Live Review: St Kilda Festival (10.02.13)

The St Kilda Festival is a relevant piece of history as well as merriment and pleasure. Each year sparkles newsworthy debates that it will end but these scares disappear in a blink of an eye and any wonder, the festival attracted 400,000 revelers in 2013 alone. Bottle shops no doubt do a roaring trade (although IGA is, one could say, smart and didn’t sell alcohol on the day due to liquor rules for the festival) as does the local weekly market and not to forget the other market stalls placed around St Kilda promulgating their wares (Wild Seed and XVI just to name a couple great clothing stalls).

Check out motor bike displays, volley ball action on the beach, the amusement rides that may make you see your lunch for the second time, the colourful clothing worn by the public, dogs galore and lets not forget the main acts – the music, is just some of the highlights!
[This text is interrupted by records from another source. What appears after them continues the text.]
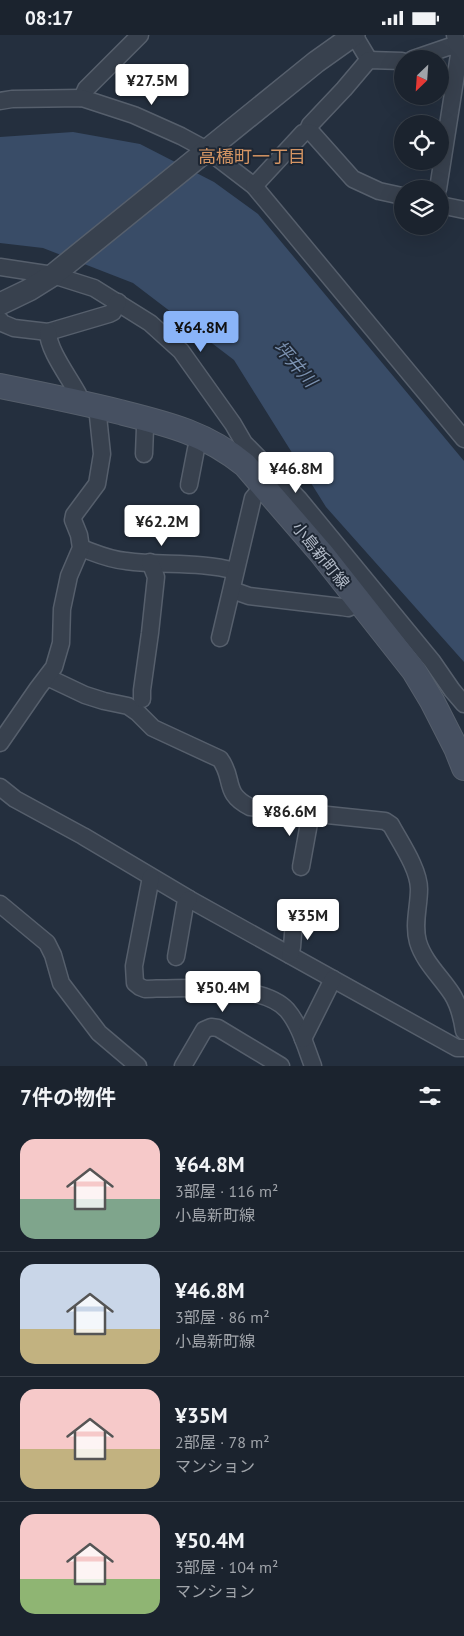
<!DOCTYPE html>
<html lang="ja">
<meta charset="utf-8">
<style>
body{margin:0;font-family:"PT Sans","Noto Sans JP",sans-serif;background:#242b36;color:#f1f3f6;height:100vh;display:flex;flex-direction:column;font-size:19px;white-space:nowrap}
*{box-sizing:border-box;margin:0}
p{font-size:16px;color:#a0a4aa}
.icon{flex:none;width:28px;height:28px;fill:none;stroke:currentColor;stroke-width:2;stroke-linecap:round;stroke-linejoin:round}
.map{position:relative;height:1031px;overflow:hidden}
.panel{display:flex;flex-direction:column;background:#1b232e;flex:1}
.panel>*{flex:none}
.needle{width:32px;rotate:205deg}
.tools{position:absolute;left:394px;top:15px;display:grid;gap:10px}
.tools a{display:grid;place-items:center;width:55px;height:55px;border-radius:50%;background:#1b232e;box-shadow:0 5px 20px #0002,0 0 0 1px #39404a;font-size:25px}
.price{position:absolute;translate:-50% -42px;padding:0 11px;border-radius:5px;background:#fff;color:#222;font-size:16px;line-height:32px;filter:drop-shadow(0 1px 2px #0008)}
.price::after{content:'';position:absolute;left:50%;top:30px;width:15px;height:11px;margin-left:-8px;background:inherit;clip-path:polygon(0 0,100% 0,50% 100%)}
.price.active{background:#8ab4f8;color:#111}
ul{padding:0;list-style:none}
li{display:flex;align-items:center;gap:15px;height:125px;padding:0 20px}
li+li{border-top:1px solid #39404a}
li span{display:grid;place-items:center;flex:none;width:140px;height:100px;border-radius:15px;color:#555}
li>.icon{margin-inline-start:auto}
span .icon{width:60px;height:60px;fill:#fffc;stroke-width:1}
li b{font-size:21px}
h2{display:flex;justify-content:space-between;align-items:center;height:60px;padding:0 20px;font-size:21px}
.status{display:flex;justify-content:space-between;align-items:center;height:35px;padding:0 25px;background:#1b232e;direction:ltr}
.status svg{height:14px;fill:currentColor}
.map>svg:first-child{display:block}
.water{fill:#394c67}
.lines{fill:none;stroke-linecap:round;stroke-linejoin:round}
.minor-casing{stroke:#565f6c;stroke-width:19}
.tertiary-casing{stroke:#565f6c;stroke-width:24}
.secondary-casing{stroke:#565f6c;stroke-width:26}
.minor{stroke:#38414e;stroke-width:16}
.tertiary{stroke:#38414e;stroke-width:21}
.secondary{stroke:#465061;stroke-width:24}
.labels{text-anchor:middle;stroke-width:4;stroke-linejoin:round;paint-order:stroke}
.street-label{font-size:16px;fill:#b4bcc9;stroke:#1d2633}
.neighbourhood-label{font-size:18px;fill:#d59563;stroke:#1d2633}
.water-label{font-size:18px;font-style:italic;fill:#7c92b1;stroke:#1d2633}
</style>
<div class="status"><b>08:17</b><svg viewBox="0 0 49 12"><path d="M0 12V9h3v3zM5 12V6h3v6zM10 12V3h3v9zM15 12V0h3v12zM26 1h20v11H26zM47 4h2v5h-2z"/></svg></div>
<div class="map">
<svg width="464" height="1031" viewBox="0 0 464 1031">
<rect width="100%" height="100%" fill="#242f3e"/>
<polygon class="water" points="73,97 140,109 214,147 258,179 464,426 464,627 326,472 234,325 133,248 43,213 0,208 0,102"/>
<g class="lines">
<g class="minor-casing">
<g id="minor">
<polyline points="354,0 369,25"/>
<polyline points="413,24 448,12 458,11"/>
<polyline points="82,63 86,54 140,0"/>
<polyline points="0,66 12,64 82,63 134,80 181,101 207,115 254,151 464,404"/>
<polyline points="307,97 310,90 344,54 366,28 369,25 402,26"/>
<polyline points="254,151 303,98 307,97 312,98 353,144 379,156 402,161"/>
<polyline points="438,154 459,20 455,0"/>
<polyline points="440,170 464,175"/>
<polyline points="0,232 53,240 94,253 150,288 181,316 233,389 244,408 299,464 432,626 452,655 464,669"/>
<polyline points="0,285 2,288 14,293 48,297 109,279 113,277 118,267"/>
<path d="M 48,297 C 48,315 69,342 78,359 L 77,367"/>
<polyline points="144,419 145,393 147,383"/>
<polyline points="189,450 196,414 201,401"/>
<path d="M 81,513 C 95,518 110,525 126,526 C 162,531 199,526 235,536"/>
<polyline points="232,555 249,561 342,572 348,573 359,568"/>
<polyline points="220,603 253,463 263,451"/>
<path d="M 47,642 L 85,660 L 104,666 L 128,671 L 138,678 L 153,693 L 220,724 C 235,744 222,758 250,772 L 385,786 L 391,790 C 400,807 419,834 419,854 C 419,872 413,889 418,907 C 424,927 441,942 452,959 C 459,970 462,983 464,996"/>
<polyline points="142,664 142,655 150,598 156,542 150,527"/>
<polyline points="0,708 38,653 54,632 61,608 62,574 69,541 81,513 79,500 73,485 74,480 97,449 102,419 98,381 101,372"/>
<polyline points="0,752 15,764 83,801 189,864 457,1013 464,1013"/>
<polyline points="301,832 311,777"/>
<path d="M 151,842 L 134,931 L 135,948 L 140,952 L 145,954 C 181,953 262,947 287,975 C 300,990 306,1013 313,1031"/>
<polyline points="0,869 47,908 53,920 61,948 99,998 138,1031"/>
<polyline points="290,920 292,912 294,886"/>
<polyline points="176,922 185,870 189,864"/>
<polyline points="303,1004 333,944"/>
<polyline points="183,1031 204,995 211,992 218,993 281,1031"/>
</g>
</g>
<g class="tertiary-casing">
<polyline id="tertiary" points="0,269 29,255 53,240 316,27 354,0"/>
</g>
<g class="secondary-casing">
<path id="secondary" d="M 0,351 C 40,359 80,367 120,377 C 168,389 206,398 245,430 L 321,518 L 414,636 L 432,666 L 456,713 L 464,733"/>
</g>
<use href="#minor" class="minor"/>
<use href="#tertiary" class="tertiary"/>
<use href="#secondary" class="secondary"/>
</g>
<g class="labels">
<g class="street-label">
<text transform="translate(321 520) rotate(51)" y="6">小島新町線</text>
</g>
<g class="neighbourhood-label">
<text x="252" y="128">高橋町一丁目</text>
</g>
<g class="water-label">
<text transform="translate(295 329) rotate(49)" y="6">坪井川</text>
</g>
</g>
</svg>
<div class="tools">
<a><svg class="needle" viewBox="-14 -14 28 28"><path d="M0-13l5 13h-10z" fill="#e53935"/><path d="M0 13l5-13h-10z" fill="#a0a4aa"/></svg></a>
<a><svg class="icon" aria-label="locate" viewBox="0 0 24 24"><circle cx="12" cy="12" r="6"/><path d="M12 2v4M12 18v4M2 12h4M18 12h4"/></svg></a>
<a><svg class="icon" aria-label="layers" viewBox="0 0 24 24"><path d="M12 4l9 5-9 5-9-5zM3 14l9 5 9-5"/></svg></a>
</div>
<b class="price" style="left:152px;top:71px">¥27.5M</b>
<b class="price active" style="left:201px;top:318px">¥64.8M</b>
<b class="price" style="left:296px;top:459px">¥46.8M</b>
<b class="price" style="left:162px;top:512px">¥62.2M</b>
<b class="price" style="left:290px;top:802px">¥86.6M</b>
<b class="price" style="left:308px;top:906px">¥35M</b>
<b class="price" style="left:223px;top:978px">¥50.4M</b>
</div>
<section class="panel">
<h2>7件の物件<svg class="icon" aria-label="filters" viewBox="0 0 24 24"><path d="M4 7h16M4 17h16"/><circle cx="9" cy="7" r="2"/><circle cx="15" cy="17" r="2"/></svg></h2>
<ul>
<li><span style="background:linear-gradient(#f6c9c9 60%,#7fa58c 0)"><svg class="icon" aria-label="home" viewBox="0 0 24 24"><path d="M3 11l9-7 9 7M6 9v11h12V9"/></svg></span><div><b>¥64.8M</b><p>3部屋 · 116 m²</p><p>小島新町線</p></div></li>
<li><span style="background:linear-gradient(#c9d6e8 65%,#c2b280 0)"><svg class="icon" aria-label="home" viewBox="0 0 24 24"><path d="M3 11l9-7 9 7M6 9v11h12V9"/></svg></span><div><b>¥46.8M</b><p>3部屋 · 86 m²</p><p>小島新町線</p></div></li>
<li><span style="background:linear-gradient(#f6c9c9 60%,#c2b280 0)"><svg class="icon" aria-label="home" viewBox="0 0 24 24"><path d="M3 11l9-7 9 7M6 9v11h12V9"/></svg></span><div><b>¥35M</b><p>2部屋 · 78 m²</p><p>マンション</p></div></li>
<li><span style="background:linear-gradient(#f6c9c9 65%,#8fb573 0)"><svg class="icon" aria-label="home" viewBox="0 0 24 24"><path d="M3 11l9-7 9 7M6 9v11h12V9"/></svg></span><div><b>¥50.4M</b><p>3部屋 · 104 m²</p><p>マンション</p></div></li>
</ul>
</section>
I managed to see Dirt River Radio who sang with plenty of roar and enthusiasm before a chock-o-block crowd that bellowed and whistled with absolute devotion. Quarry Mountain Dead Rats gave us some excellent blue grass music fusing into the modern day sound, a great band to dance and sing-a-long too. Take a walk around the various stalls such as RSPCA, drink free Lipton Iced Tea (do you like pina colada?!), get your face painted and learn how to build a bird nesting box. Discover the vaults under the Esplanade, seven former shops that are reminiscent literally of the underground, hardly smelling like they were part of the hustle and bustle in the 1890’s and then you could take part in the Games Tent, learn Latin dancing or leave the kids at the Zumba learning stage.

The weather held off and when the sun was out it was rather warm but take the sun away and with no clouds to blanket in the warmth, the cool did reign after sunset.
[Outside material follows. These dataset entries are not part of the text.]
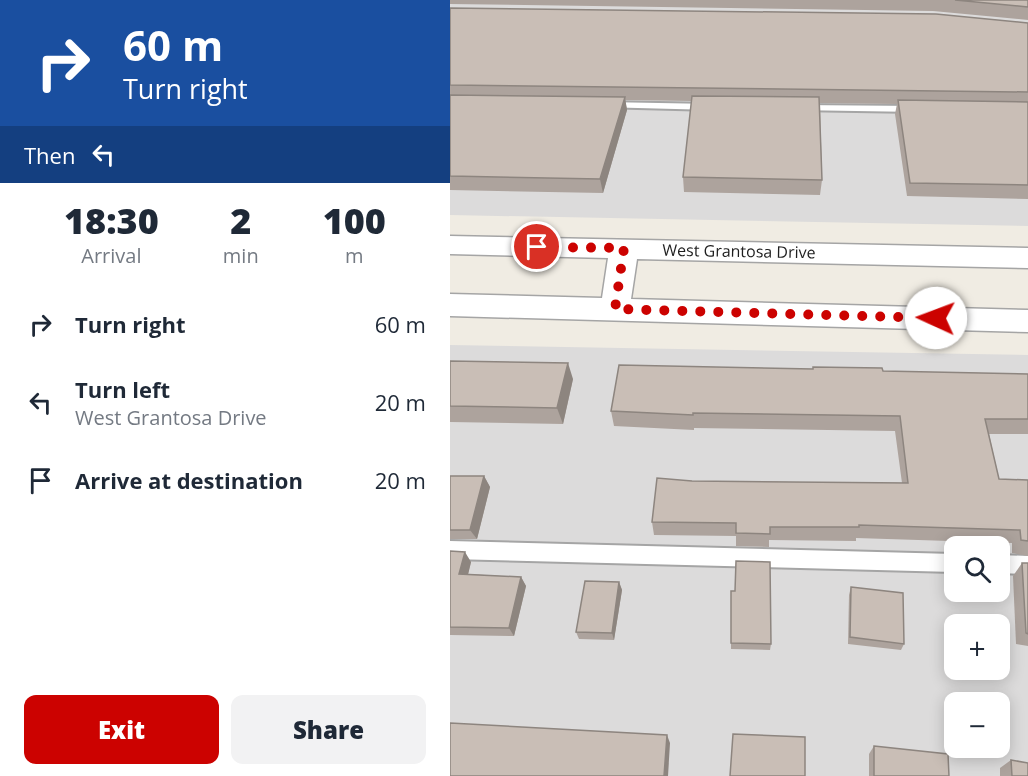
<!DOCTYPE html>
<meta charset="utf-8">
<style>
body{margin:0;font-family:"Open Sans",sans-serif;background:#f2f2f3;color:#1f2937;height:100vh;display:flex;flex-direction:column;font-size:22px;white-space:nowrap}
*{box-sizing:border-box;margin:0}
p{font-size:20px;color:#747a83}
.icon{flex:none;width:33px;height:33px;fill:none;stroke:currentColor;stroke-width:2;stroke-linecap:round;stroke-linejoin:round}
.map{position:relative;flex:1;overflow:hidden}
.side{display:flex;flex-direction:column;background:#fff;width:450px}
.side>*{flex:none}
.top-card{background:#1a4fa0;color:#fff;overflow:hidden}
.controls{position:absolute;left:494px;top:536px;display:grid;gap:12px}
.controls a{display:grid;place-items:center;width:66px;height:66px;border-radius:12px;background:#fff;box-shadow:0 3px 15px #0003;font-size:30px}
.pin{position:absolute;display:grid;place-items:center;width:51px;height:51px;color:#fff;margin:-26px;border:3px solid #fff;border-radius:50%;box-shadow:0 2px 6px #0007}
.me{position:absolute;width:66px;margin:-33px;rotate:272deg;stroke-linejoin:round;filter:drop-shadow(0 0 4px #0008)}
.turn{display:flex;align-items:center;gap:21px;height:126px;padding:0 24px;font-size:27px}
.turn .icon{width:78px;height:78px;stroke-width:2.5}
.turn b{display:block;font-size:42px;line-height:51px}
.then{display:flex;align-items:center;height:57px;padding:0 24px;background:#0003;gap:12px;font-size:22px}
.eta{display:flex;justify-content:space-evenly;align-items:center;height:102px;text-align:center}
.eta b{font-size:36px;font-weight:800;line-height:42px}
.button{display:flex;gap:12px;margin-top:auto;padding:12px 24px}
.button a{flex:1;height:69px;border-radius:12px;background:#cc0200;color:#fff;font-size:24px;font-weight:800;line-height:69px;text-align:center}
.button a+a{background:#f2f2f3;color:#1f2937}
ul{padding:0;list-style:none}
li{display:flex;align-items:center;gap:18px;height:78px;padding:0 24px}
li div{flex:1}
li b{display:block;font-size:22px}
li em{font-style:normal}
main{display:flex;flex:1;min-height:0}
.map>svg:first-child{display:block}
.residential{fill:#dcdbdb;fill-rule:evenodd}
.lines{fill:none;stroke-linecap:round;stroke-linejoin:round}
.service-casing{stroke:#a5a5a5;stroke-width:4}
.tertiary-casing{stroke:#a5a5a5;stroke-width:3}
.service{fill:#fff;fill-rule:evenodd}
.tertiary{fill:#fff;fill-rule:evenodd}
.wall{fill:#ada39d}
.shaded-wall{fill:#8d857f}
.building{fill:#c9beb6;stroke:#8d857f;stroke-width:1.5}
.route{stroke:#cc0200;stroke-width:10;stroke-dasharray:0 18}
.labels{text-anchor:middle;dominant-baseline:central;stroke-width:4.5;stroke-linejoin:round;paint-order:stroke}
.street-label{font-size:16px;fill:#1e1e1e;stroke:#fff}
</style>
<main>
<section class="side">
<div class="top-card">
<div class="turn"><svg class="icon" aria-label="right" viewBox="0 0 24 24"><path d="M7 20v-9h11M14 6l5 5-5 5"/></svg><div><b>60 m</b>Turn right</div></div>
<div class="then">Then<svg class="icon" aria-label="left" viewBox="0 0 24 24"><path d="M17 20v-9H6M10 6l-5 5 5 5"/></svg></div>
</div>
<div class="eta">
<div><b>18:30</b><p>Arrival</p></div>
<div><b>2</b><p>min</p></div>
<div><b>100</b><p>m</p></div>
</div>
<ul>
<li><svg class="icon" aria-label="right" viewBox="0 0 24 24"><path d="M7 20v-9h11M14 6l5 5-5 5"/></svg><div><b>Turn right</b></div><em>60 m</em></li>
<li><svg class="icon" aria-label="left" viewBox="0 0 24 24"><path d="M17 20v-9H6M10 6l-5 5 5 5"/></svg><div><b>Turn left</b><p>West Grantosa Drive</p></div><em>20 m</em></li>
<li><svg class="icon" aria-label="arrive" viewBox="0 0 24 24"><path d="M6 21V4h12l-3 4 3 4H6"/></svg><div><b>Arrive at destination</b></div><em>20 m</em></li>
</ul>
<div class="button"><a>Exit</a><a>Share</a></div>
</section>
<div class="map">
<svg width="578" height="776" viewBox="0 0 578 776">
<rect width="100%" height="100%" fill="#f0ece3"/>
<!-- residential -->
<g class="residential">
<path d="M 0,0 L 578,0 L 578,226 L 0,215 Z"/>
<path d="M 0,345 L 578,355 L 578,776 L 0,776 ZM 504,546 L 549,546 L 549,591 L 504,591 ZM 504,624 L 549,624 L 549,669 L 504,669 ZM 504,702 L 549,702 L 549,747 L 504,747 Z"/>
</g>
<g class="lines">
<!-- service casing -->
<g class="service-casing">
<g id="service">
<path d="M 154,102 L 263,104 L 269,107 L 263,110 L 150,107 L 150,103 Z"/>
<path d="M 349,105 L 467,106 L 473,109 L 467,112 L 345,110 L 343,108 Z"/>
<path d="M 0,541 L 504,554 L 504,572 L 0,559 Z"/>
<path d="M 549,555 L 578,556 L 578,574 L 549,573 Z"/>
</g>
</g>
<!-- tertiary casing -->
<g class="tertiary-casing">
<path id="tertiary" d="M 0,236 L 578,248 L 578,268 L 187,259 L 181,299 L 578,310 L 578,332 L 0,316 L 0,294 L 152,298 L 158,258 L 0,254 Z"/>
</g>
<!-- service -->
<use href="#service" class="service"/>
<!-- tertiary -->
<use href="#tertiary" class="tertiary"/>
</g>
<!-- wall -->
<g class="wall">
<path d="M 0,0 L 578,0 L 578,20 L 483,11 L 0,4 Z"/>
<path d="M 0,8 L 578,23 L 578,199 L 457,196 L 445,114 L 447,104 L 370,103 L 372,180 L 370,195 L 234,192 L 233,177 L 242,101 L 175,100 L 177,110 L 153,193 L 0,190 Z"/>
<path d="M 0,361 L 123,379 L 113,424 L 0,422 Z"/>
<path d="M 433,371 L 578,374 L 578,434 L 539,434 L 549,479 L 578,480 L 578,556 L 562,553 L 562,543 L 406,538 L 406,541 L 319,540 L 319,547 L 286,546 L 286,536 L 204,535 L 202,522 L 242,481 L 452,483 L 445,431 L 244,428 L 244,430 L 164,426 L 161,411 Z"/>
<path d="M 0,476 L 34,476 L 40,487 L 27,539 L 0,539 Z"/>
<path d="M 0,551 L 21,562 L 18,574 L 71,577 L 76,586 L 64,636 L 0,635 Z"/>
<path d="M 572,563 L 578,563 L 578,646 L 566,644 L 563,576 Z"/>
<path d="M 169,582 L 172,590 L 164,640 L 129,639 L 126,632 Z"/>
<path d="M 401,587 L 454,644 L 451,650 L 398,644 L 399,595 Z"/>
<path d="M 281,591 L 285,591 L 321,644 L 320,650 L 281,649 Z"/>
<path d="M 424,746 L 499,776 L 419,776 L 419,754 Z"/>
<path d="M 561,760 L 578,776 L 550,776 L 550,768 Z"/>
</g>
<!-- shaded-wall -->
<g class="shaded-wall">
<path d="M 175,97 L 177,110 L 153,193 L 150,179 Z"/>
<path d="M 118,363 L 123,379 L 113,424 L 107,408 Z"/>
<path d="M 34,476 L 40,487 L 27,539 L 20,530 Z"/>
<path d="M 15,552 L 21,562 L 16,583 L 9,574 Z"/>
<path d="M 71,577 L 76,586 L 64,636 L 59,628 Z"/>
<path d="M 169,582 L 172,590 L 164,640 L 162,633 Z"/>
<path d="M 217,735 L 220,743 L 218,776 L 214,776 Z"/>
</g>
<!-- building -->
<g class="building">
<path d="M 505,0 L 578,0 L 578,7 Z"/>
<path d="M 0,8 L 486,14 L 578,23 L 578,92 L 0,85 Z"/>
<path d="M 0,95 L 175,97 L 150,179 L 0,176 Z"/>
<path d="M 242,96 L 369,97 L 372,180 L 233,177 Z"/>
<path d="M 448,100 L 578,102 L 578,185 L 460,183 Z"/>
<path d="M 0,361 L 118,363 L 107,408 L 0,406 Z"/>
<path d="M 169,365 L 363,369 L 363,367 L 432,368 L 433,371 L 578,374 L 578,419 L 535,419 L 549,479 L 578,480 L 578,541 L 571,540 L 570,530 L 409,525 L 409,527 L 320,527 L 320,534 L 286,533 L 286,523 L 202,522 L 207,478 L 242,481 L 458,483 L 450,416 L 243,413 L 243,415 L 161,411 Z"/>
<path d="M 0,476 L 34,476 L 20,530 L 0,530 Z"/>
<path d="M 0,551 L 15,552 L 9,574 L 71,577 L 59,628 L 0,627 Z"/>
<path d="M 286,561 L 320,562 L 321,644 L 281,643 L 281,591 L 285,591 Z"/>
<path d="M 572,563 L 578,563 L 578,634 L 576,633 Z"/>
<path d="M 135,581 L 169,582 L 162,633 L 126,632 Z"/>
<path d="M 401,587 L 453,593 L 454,644 L 400,637 Z"/>
<path d="M 0,723 L 217,735 L 214,776 L 0,776 Z"/>
<path d="M 283,734 L 355,737 L 355,776 L 280,776 Z"/>
<path d="M 424,746 L 498,754 L 499,776 L 424,776 Z"/>
<path d="M 561,760 L 578,763 L 578,776 L 562,776 Z"/>
</g>
<g class="lines">
<!-- route -->
<path class="route" d="M 87,247 L 174,248 L 165,309 L 486,318"/>
</g>
<g class="labels">
<!-- street labels -->
<g class="street-label">
<text transform="translate(289 251) rotate(1)">West Grantosa Drive</text>
</g>
</g>
</svg>
<div class="controls">
<a><svg class="icon" aria-label="search" viewBox="0 0 24 24"><circle cx="10" cy="10" r="6"/><path d="M15 15l6 6"/></svg></a>
<a>+</a>
<a>−</a>
</div>
<div class="pin" style="left:87px;top:247px;background:#d93025"><svg class="icon" aria-label="arrive" viewBox="0 0 24 24"><path d="M6 21V4h12l-3 4 3 4H6"/></svg></div>
<svg class="me" style="left:486px;top:318px" viewBox="-20 -20 40 40"><circle r="19" fill="#fff"/><path d="M0-13L10 11 0 6-10 11z" fill="#cc0200"/></svg>
</div>
</main>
The main stage heralded some pearler acts like Ash Grunwald, Pez, Blue Juice and the surprise sunset act (which was quite possibly the lamest surprise so far) The Cat Empire, whose fans decorated the grass area in their thousands. I admit to not being a huge fan of the later and took this opportunity to look around the festival some more whilst most people flocked to the main stage. The Prince of Wales looked amazing as the seating spewed out onto the road and crates donned the area for seats (pity it can’t always be this way) and buskers gained their fortune and glory along Fitzroy Street as hundreds gathered to see men climbing poles and walking on nails.

Leaving St Kilda I could hear the hum of the crowds blended with the sounds of the music and I can’t help but think how lucky I am to be able to enjoy all the free entertainment in my local town.